GM Exec Says Diesel Is Not Doomed
In the post-VW-diesel-scandal world, you would be forgiven for thinking that passenger-car diesel engines are done for. After all, Volkswagen is being well and truly whipped through the streets for its dirty diesel cars, their popularity across the board is plummeting, studies are finding that very, very few meet their emissions requirements in any sort of realistic test, and cities across Europe are going so far as to ban (or plan to ban) their entry into their limits.
However, according to General Motors powertrain executive Pierpaolo Antonioli, diesel is not doomed.
Antonioli works in GM’s Turin engineering center, which it retained after the sale of Opel/Vauxhall to PSA Group last year, and he spoke at the Automotive News Europe Conference on the future of diesel.

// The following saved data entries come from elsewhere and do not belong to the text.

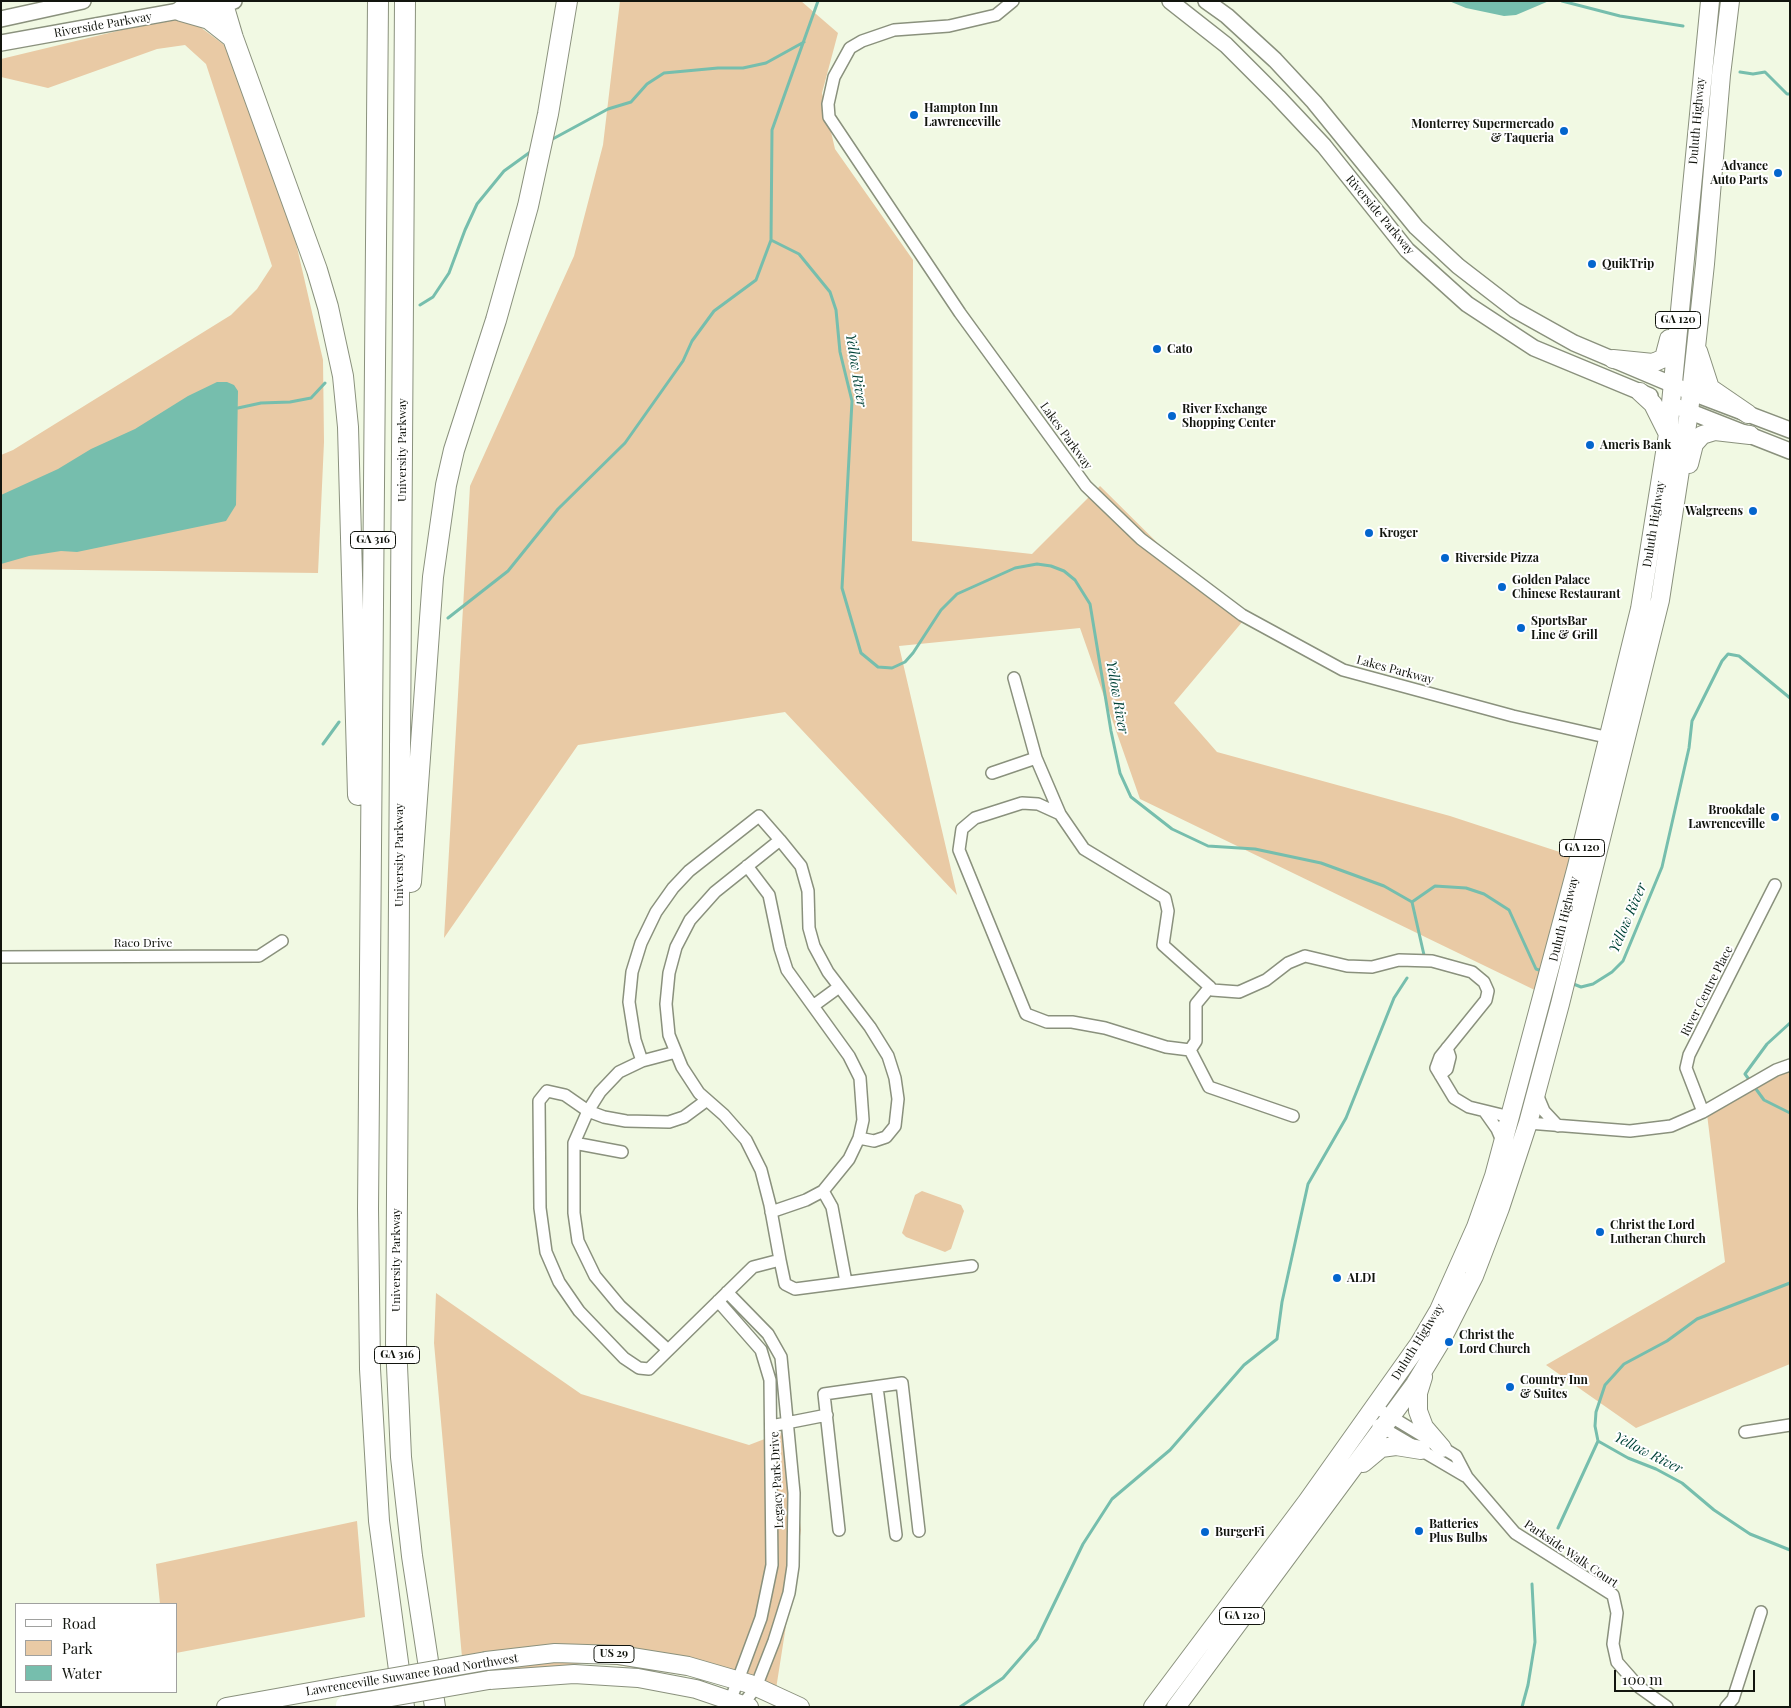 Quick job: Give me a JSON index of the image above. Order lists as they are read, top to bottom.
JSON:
{
  "streets": {
    "highway": ["University Parkway", "GA 316"],
    "main road": [
      "Riverside Parkway",
      "Duluth Highway",
      "GA 120",
      "US 29",
      "Lawrenceville Suwanee Road Northwest"
    ],
    "street": [
      "Lakes Parkway",
      "Raco Drive",
      "River Centre Place",
      "Legacy Park Drive",
      "Parkside Walk Court"
    ]
  },
  "crossings": [
    ["Riverside Parkway", "Duluth Highway"],
    ["Duluth Highway", "Lakes Parkway"],
    ["Legacy Park Drive", "Lawrenceville Suwanee Road Northwest"]
  ],
  "water": ["Yellow River"],
  "places": [
    "Hampton Inn Lawrenceville",
    "Monterrey Supermercado & Taqueria",
    "Advance Auto Parts",
    "QuikTrip",
    "Cato",
    "River Exchange Shopping Center",
    "Ameris Bank",
    "Walgreens",
    "Kroger",
    "Riverside Pizza",
    "Golden Palace Chinese Restaurant",
    "SportsBar Line & Grill",
    "Brookdale Lawrenceville",
    "Christ the Lord Lutheran Church",
    "ALDI",
    "Christ the Lord Church",
    "Country Inn & Suites",
    "Batteries Plus Bulbs",
    "BurgerFi"
  ],
  "legend": ["Road", "Park", "Water"],
  "scale_bar": "100 m"
} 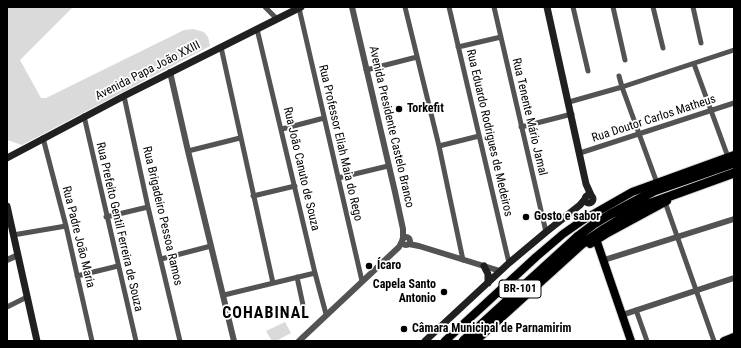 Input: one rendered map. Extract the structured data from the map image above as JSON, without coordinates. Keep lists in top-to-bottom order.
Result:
{
  "streets": {
    "highway": ["BR-101"],
    "main road": ["Avenida Papa João XXIII"],
    "street": [
      "Rua Tenente Mário Jamal",
      "Rua Doutor Carlos Matheus",
      "Avenida Presidente Castelo Branco",
      "Rua Eduardo Rodrigues de Medeiros",
      "Rua Professor Eliah Maia do Rego",
      "Rua João Canuto de Souza",
      "Rua Brigadeiro Pessoa Ramos",
      "Rua Prefeito Gentil Ferreira de Souza",
      "Rua Padre João Maria"
    ]
  },
  "crossings": [
    ["Avenida Papa João XXIII", "Rua Professor Eliah Maia do Rego"],
    ["Avenida Papa João XXIII", "Rua João Canuto de Souza"],
    ["Avenida Papa João XXIII", "Rua Brigadeiro Pessoa Ramos"],
    ["Avenida Papa João XXIII", "Rua Prefeito Gentil Ferreira de Souza"],
    ["Avenida Papa João XXIII", "Rua Padre João Maria"]
  ],
  "districts": ["COHABINAL"],
  "places": [
    "Torkefit",
    "Gosto e sabor",
    "Ícaro",
    "Capela Santo Antonio",
    "Câmara Municipal de Parnamirim"
  ]
}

““Internal combustion engines, including the diesel, can still play a role in the years to come,” he said, adding, “Bosch said just a few weeks ago that they can already achieve very low emissions, especially for NOx, without increasing the cost of the combustion system.” NOx, or nitrogen oxide, has been one of the principal air pollutants that have come from diesel engines.
This attitude seems to even be held by critics of diesels and the automotive industry, such as Greg Archer, a director responsible for clean vehicles policy at Transport and Environment, a Brussels-based advocacy group. Archer lays the blame for declining diesel sales squarely at the automakers’ feet.
“The pain is not ending,” he said, referring to dropping diesel sales. “It will go on and on, and the bans will proliferate unless OEMs constructively engage to sort out the mess.” He later added, “Diesel won’t disappear in Europe, but whether the market share in 2025 is 10% or 30% depends on how the industry responds to the crisis.”
On that note, it seems that GM may end up being one of the saviors of the technology, as it was the first to market a truck with an EPA-estimated 30 mpg highway rating in the diesel Colorado and Canyon, and has now announced a new 3.0-liter inline-six-cylinder turbo-diesel for the 2019 Silverado (although this would be competing with the one Ford released a little bit ago).